Black Jesus’s everyday eschatology
As it seems like no-one with more theological training is interested, it falls on me to consider the religious significance of Black Jesus. The curious thing about the show is that its biblical references are pervasive but ambient, half-meant rather than specific analogies. Much of the first season involves Jesus and his friends attempting to establish a community garden, and of course there are many biblical gardens this could be referencing, but the show never settles on any particular one. Or, maybe more obviously, one of Jesus’s friends is called “Fish,” and the one woman in his circle is called “Mags,” but the show is never clear on how far it wants us to take the analogy with Mary Magdalene (she’s not a prostitute, but she does get involved in a lot of Instagram beef; are we to read that as making her a sinful woman?).
This wrong-footed me while I was watching the most recent episode, in which Jesus attends a church where the pastor aggressively extracts donations from the congregation on the pretext that they “Jesus gave you all his salvation, he deserves all your money.” As the camera lingered on a table on which the collection was stacked, I assumed we would soon see Jesus flip over the table, but no (although Jesus did later “turn over” the pastor in a different way, as the episode turned into an Ocean’s Eleven-style caper in which Jesus and his friends stole the money).
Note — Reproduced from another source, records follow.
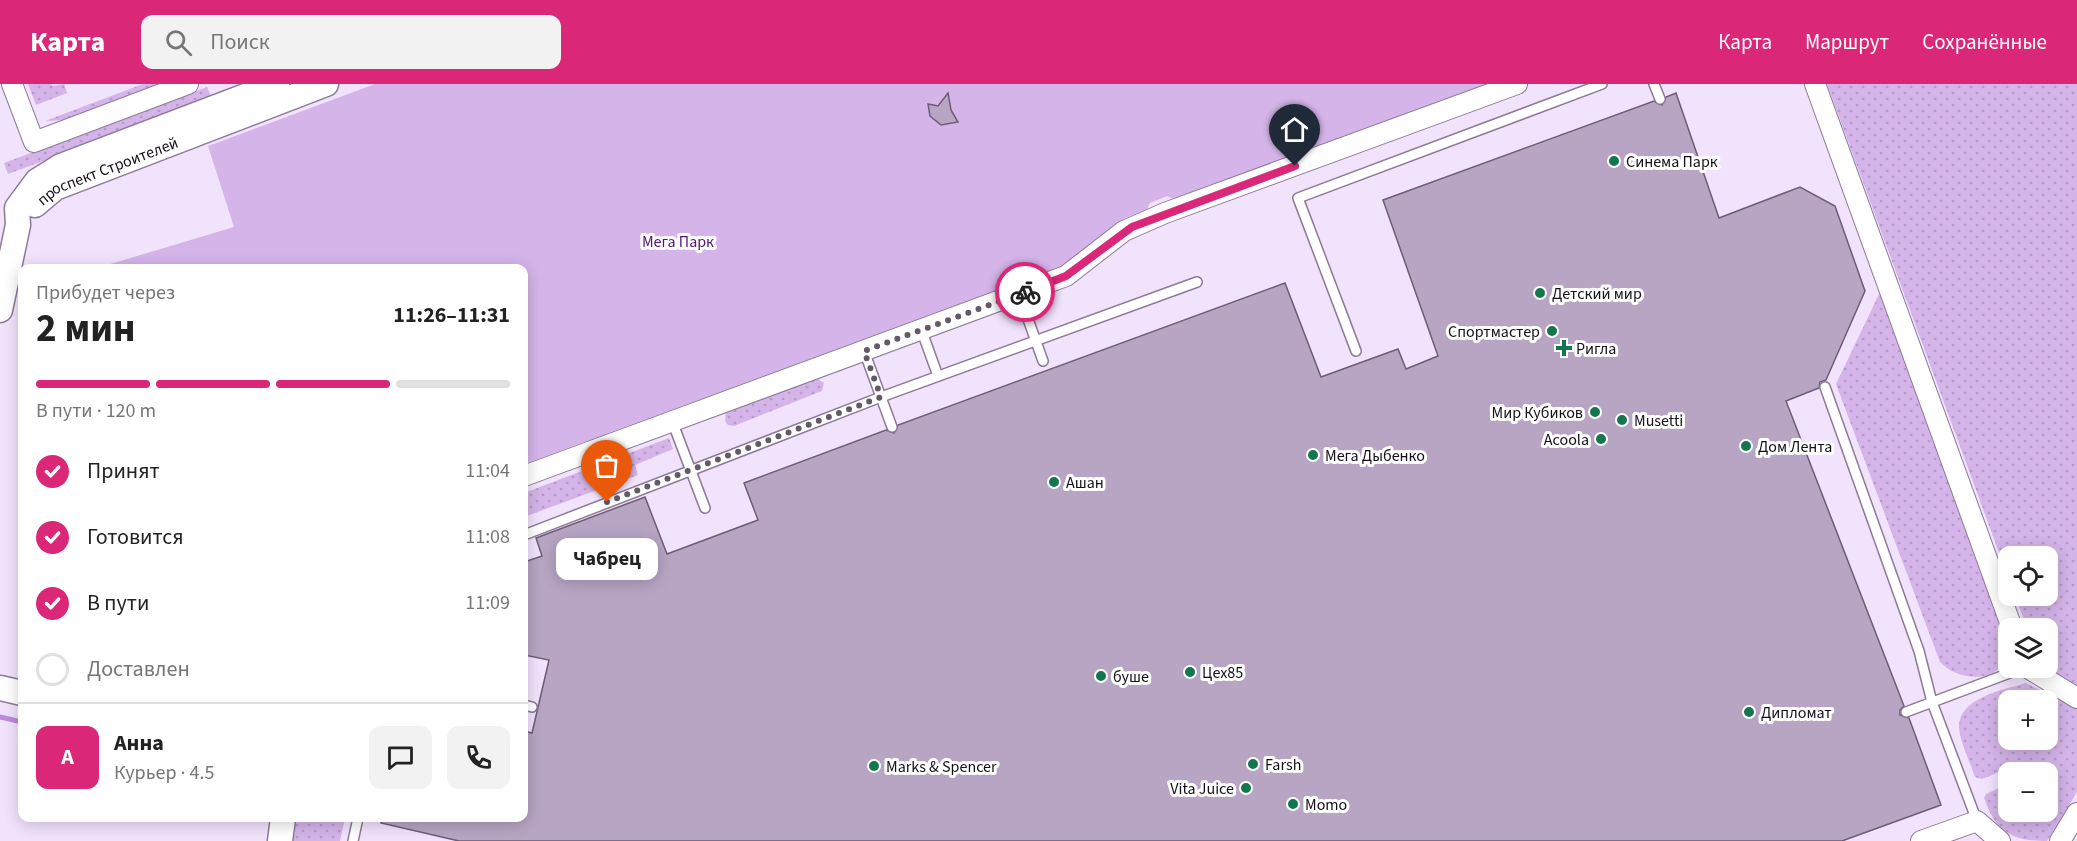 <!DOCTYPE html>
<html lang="ru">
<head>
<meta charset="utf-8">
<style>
  body { margin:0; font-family:"Source Sans 3",sans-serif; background:#f2f2f2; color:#222; height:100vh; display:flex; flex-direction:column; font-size:22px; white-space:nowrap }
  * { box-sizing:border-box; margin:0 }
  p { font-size:20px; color:#767676 }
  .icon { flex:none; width:33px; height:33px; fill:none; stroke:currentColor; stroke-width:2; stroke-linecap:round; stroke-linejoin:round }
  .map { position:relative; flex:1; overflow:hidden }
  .side { position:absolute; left:18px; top:180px; width:510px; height:558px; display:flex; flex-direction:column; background:#fff; border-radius:12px; box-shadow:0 3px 15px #0003 }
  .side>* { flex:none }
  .buttons { position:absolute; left:1998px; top:462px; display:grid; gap:12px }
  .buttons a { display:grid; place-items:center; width:60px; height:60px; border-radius:12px; background:#fff; box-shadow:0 3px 15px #0003; font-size:30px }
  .pin { position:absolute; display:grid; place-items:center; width:51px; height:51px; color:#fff; margin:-62px -26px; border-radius:50% 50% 50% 0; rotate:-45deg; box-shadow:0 0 6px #0007 }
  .pin .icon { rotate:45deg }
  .courier { position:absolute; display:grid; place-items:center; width:60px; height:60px; margin:-30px; border:4px solid #db2777; border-radius:50%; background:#fff; color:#222; box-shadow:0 2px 8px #0007 }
  .bubble { position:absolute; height:42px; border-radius:12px; background:#fff; box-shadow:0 3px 15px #0003; font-size:20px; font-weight:700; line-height:42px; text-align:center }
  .overview em { font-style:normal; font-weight:700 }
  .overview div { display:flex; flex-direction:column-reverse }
  .overview { display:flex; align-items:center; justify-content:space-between; height:102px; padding:0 18px }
  h1 { font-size:39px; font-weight:700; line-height:45px }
  .bar { display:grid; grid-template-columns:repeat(4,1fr); gap:9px 6px; align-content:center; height:72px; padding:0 18px }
  .bar i { height:8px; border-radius:4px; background:#e0e0e0 }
  .bar .current { background:#db2777 }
  .bar p { grid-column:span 4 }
  .line { display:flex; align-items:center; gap:15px; padding:0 18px; border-top:2px solid #e0e0e0 }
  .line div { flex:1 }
  .round { display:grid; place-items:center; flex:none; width:63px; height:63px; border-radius:12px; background:#f2f2f2 }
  ol { padding:0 18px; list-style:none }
  li { display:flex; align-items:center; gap:18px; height:66px }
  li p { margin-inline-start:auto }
  li .icon { padding:6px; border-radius:50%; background:#db2777; color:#fff; stroke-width:4 }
  li:last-child { color:#767676 }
  li i { width:33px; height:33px; border:3px solid #e0e0e0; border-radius:50% }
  header { display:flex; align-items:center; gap:36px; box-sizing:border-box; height:84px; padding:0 30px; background:#db2777; color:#fff }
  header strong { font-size:28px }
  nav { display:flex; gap:33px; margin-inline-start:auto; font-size:21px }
  .search { width:420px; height:54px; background:#f2f2f2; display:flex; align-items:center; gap:15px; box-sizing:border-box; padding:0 21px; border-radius:12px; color:#767676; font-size:22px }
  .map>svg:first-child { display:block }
  .grass { fill:url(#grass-dots); fill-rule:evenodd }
  .green { fill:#d4b4e9 }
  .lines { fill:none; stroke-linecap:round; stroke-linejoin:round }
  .stream { stroke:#bd8bdb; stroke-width:5 }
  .building { fill:#b7a5c3; stroke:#6d5c77; stroke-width:1.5 }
  .service-casing { stroke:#8c7a97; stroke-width:12 }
  .minor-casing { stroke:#8c7a97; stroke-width:22 }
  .tertiary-casing { stroke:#8c7a97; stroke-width:27 }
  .service { stroke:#fff; stroke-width:9 }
  .minor { stroke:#fff; stroke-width:20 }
  .tertiary { stroke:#fff; stroke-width:24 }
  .done { stroke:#635969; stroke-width:6; stroke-dasharray:0 10.8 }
  .route { stroke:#db2777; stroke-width:8 }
  .poi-dot { fill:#13764e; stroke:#fff; stroke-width:2 }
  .labels { text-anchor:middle; stroke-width:6; stroke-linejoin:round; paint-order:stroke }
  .poi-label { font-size:16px; fill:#160f1a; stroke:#fff; text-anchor:start }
  .street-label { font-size:16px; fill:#160f1a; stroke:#fff }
  .park-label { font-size:16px; fill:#541272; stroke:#fff }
</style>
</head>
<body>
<header>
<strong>Карта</strong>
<div class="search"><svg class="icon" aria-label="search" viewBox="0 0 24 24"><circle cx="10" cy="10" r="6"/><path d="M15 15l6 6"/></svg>Поиск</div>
<nav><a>Карта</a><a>Маршрут</a><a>Сохранённые</a></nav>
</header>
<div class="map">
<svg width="2077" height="757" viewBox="0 0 2077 757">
  <defs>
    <pattern id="grass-dots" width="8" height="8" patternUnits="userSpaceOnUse" patternTransform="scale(1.5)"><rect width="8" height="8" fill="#d4b4e9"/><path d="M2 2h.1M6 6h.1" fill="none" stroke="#b59ac7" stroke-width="1.8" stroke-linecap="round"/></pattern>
  </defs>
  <rect width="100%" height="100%" fill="#f2e3fd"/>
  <g class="grass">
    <path d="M28 0H51L52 2 64 0 67 9 36 21Z"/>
    <path d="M143 0H163L67 36 45 37Z"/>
    <path d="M1827 0H2077V601L2048 583V544H2027L2015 512H2048V472H2008V493Z"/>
    <path d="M207 3 212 14 8 90 4 79Z"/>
    <path d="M1881 206 2008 551C2008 557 2010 564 2008 570 1998 601 1958 597 1940 578L1836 300Z"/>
    <path d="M818 295 824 299 822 307 734 342 728 341 725 337 726 327Z"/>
    <path d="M669 354 673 365 635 381 638 391 524 433V409Z"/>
    <path d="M2026 599 2077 625V708L2047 757C2011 757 1996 748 1984 714L1986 710 2008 700V728H2048V688H2023L2020 680 1982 695 1975 693C1970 678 1960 658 1959 643 1959 613 2004 606 2026 599ZM2008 616H2048V656H2008Z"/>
    <path d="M291 734H345L340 757H290Z"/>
  </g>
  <path class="green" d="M375 0H1488L1174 115 1167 112 1150 119 1147 125 1125 134 1061 183 524 380V184H97L234 143 208 62Z"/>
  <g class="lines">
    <path class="stream" d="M0 633 22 638"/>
  </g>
  <g class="building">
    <path d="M948 9 951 26 958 38 941 41 930 32 928 20 938 22Z"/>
    <path d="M1676 9 1719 134 1800 103 1835 122 1865 207 1826 296 1820 298 1819 304 1786 317 1904 622 1900 626V631L1909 634 1941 721 1842 757H459L381 739 382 734H524V647L532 649 549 576 524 571V478L542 472 536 454 645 413 667 470 758 436 744 399 886 346 894 349 898 341 1285 199 1321 293 1398 265 1406 285 1438 272 1383 116 1654 17 1662 21 1666 13Z"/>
  </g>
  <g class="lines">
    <g class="service-casing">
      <g id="service">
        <path d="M1654 0 1660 15"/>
        <path d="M1019 210 1043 277"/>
        <path d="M921 245 938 292"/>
        <path d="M864 267 892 343"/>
        <path d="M1356 267 1298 114 1602 0"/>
        <path d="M1825 303 1919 567 1932 618 1977 737"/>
        <path d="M672 337 705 424"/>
        <path d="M524 451 881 313 1197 198"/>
        <path d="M524 621 532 623"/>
        <path d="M1906 628 2023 584"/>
        <path d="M353 757 358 734"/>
      </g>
    </g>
    <g class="minor-casing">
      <g id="minor">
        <path d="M12 0 34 58 188 0"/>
        <path d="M1815 0 2012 544"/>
        <path d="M524 392 1066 192 1124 147 1165 129 1517 0"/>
        <path d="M2028 584 2077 614"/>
        <path d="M1921 757 1977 737 2000 757"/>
        <path d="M2060 757 2077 729"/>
      </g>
    </g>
    <g class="tertiary-casing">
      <g id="tertiary">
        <path id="s1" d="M35 121 55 104 326 0"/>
        <path d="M0 226 18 141 17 124 37 97 61 82 277 0"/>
        <path d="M0 604 22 609"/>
        <path d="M280 757 283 734"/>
      </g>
    </g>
    <use href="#service" class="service"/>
    <use href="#minor" class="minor"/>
    <use href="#tertiary" class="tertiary"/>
  </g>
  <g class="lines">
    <path class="done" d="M607 418 881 313 864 267 1025 208"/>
    <path class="route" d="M1025 208 1066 192 1132 143 1295 82"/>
  </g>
  <g class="poi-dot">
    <circle cx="1614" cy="77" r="6"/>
    <circle cx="1540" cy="209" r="6"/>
    <circle cx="1552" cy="247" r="6"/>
    <path d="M1561 255h6v6h6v6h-6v6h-6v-6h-6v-6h6z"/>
    <circle cx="1595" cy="328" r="6"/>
    <circle cx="1622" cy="336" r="6"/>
    <circle cx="1601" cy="355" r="6"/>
    <circle cx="1746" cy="362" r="6"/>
    <circle cx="1313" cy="371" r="6"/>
    <circle cx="1054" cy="398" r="6"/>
    <circle cx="1190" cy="588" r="6"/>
    <circle cx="1101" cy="592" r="6"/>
    <circle cx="1749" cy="628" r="6"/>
    <circle cx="1253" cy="680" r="6"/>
    <circle cx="874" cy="682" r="6"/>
    <circle cx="1246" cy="704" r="6"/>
    <circle cx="1293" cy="720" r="6"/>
  </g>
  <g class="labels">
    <g class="poi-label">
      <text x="1626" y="83">Синема Парк</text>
      <text x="1552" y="215">Детский мир</text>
      <text x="1540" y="253" text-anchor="end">Спортмастер</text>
      <text x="1576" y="270">Ригла</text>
      <text x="1583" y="334" text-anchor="end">Мир Кубиков</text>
      <text x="1634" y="342">Musetti</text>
      <text x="1589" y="361" text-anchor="end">Acoola</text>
      <text x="1758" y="368">Дом Лента</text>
      <text x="1325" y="377">Мега Дыбенко</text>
      <text x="1066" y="404">Ашан</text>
      <text x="1202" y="594">Цех85</text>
      <text x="1113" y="598">буше</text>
      <text x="1761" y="634">Дипломат</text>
      <text x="1265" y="686">Farsh</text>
      <text x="886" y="688">Marks &amp; Spencer</text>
      <text x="1234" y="710" text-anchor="end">Vita Juice</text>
      <text x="1305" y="726">Momo</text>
    </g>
    <g class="street-label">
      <text dy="6" stroke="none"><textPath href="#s1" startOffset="81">проспект Строителей</textPath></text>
    </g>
    <g class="park-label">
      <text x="678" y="163">Мега Парк</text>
    </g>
  </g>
</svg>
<div class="buttons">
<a><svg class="icon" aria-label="locate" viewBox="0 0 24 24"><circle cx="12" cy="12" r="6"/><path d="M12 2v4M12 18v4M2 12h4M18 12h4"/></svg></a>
<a><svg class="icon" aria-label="layers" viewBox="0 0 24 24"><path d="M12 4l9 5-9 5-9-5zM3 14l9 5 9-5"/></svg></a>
<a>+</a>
<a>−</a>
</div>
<div class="pin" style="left:607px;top:418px;background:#ea580c"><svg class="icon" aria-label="bag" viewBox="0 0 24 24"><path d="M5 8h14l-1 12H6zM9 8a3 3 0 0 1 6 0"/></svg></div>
<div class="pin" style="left:1295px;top:82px;background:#1f2937"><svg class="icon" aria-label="home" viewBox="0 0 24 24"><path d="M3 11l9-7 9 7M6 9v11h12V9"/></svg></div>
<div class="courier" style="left:1025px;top:208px"><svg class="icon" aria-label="bike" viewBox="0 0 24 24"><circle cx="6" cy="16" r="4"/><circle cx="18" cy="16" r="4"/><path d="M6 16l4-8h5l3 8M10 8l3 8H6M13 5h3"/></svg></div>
<div class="bubble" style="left:556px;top:454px;width:102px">Чабрец</div>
<section class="side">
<div class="overview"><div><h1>2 мин</h1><p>Прибудет через</p></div><em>11:26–11:31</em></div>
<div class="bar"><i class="current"></i><i class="current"></i><i class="current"></i><i></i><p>В пути · 120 m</p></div>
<ol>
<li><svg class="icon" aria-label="check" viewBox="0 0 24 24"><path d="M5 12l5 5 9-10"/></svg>Принят<p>11:04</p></li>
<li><svg class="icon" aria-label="check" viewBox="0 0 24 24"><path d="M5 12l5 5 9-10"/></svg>Готовится<p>11:08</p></li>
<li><svg class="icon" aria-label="check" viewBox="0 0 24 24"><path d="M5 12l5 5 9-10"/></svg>В пути<p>11:09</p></li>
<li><i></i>Доставлен</li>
</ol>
<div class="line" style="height:108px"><b class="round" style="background:#db2777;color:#fff">А</b><div><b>Анна</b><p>Курьер · 4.5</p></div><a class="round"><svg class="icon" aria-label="chat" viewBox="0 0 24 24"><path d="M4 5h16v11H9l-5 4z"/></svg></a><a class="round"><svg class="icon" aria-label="phone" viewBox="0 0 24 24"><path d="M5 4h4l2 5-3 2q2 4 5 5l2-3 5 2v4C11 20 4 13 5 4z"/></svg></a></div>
</section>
</div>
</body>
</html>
The effect of this scattershot approach to scriptural references is to make the religious seem ubiquitous; any element in the show could at any point temporarily become a biblical analog. This fits very well with the show’s general focus on everyday life, on Jesus and his friends dealing with the apartment manager or trying to scrape together money for weed. Indeed, although you would think that a show about Jesus existing in the present day would be about the end times, Black Jesus seems quite uninterested in revelation or the apocalypse; indeed I’m not sure I’ve heard anyone in the show use the phrase “second coming” at all. Which raises the possibility that this isn’t the second coming at all, that Jesus has been on Earth for 2000 years, just hanging out with small groups of the unfortunate. Or, perhaps, this is what the second coming is; the eschaton isn’t an event, it’s happening all the time, and the question is whether we notice it or not.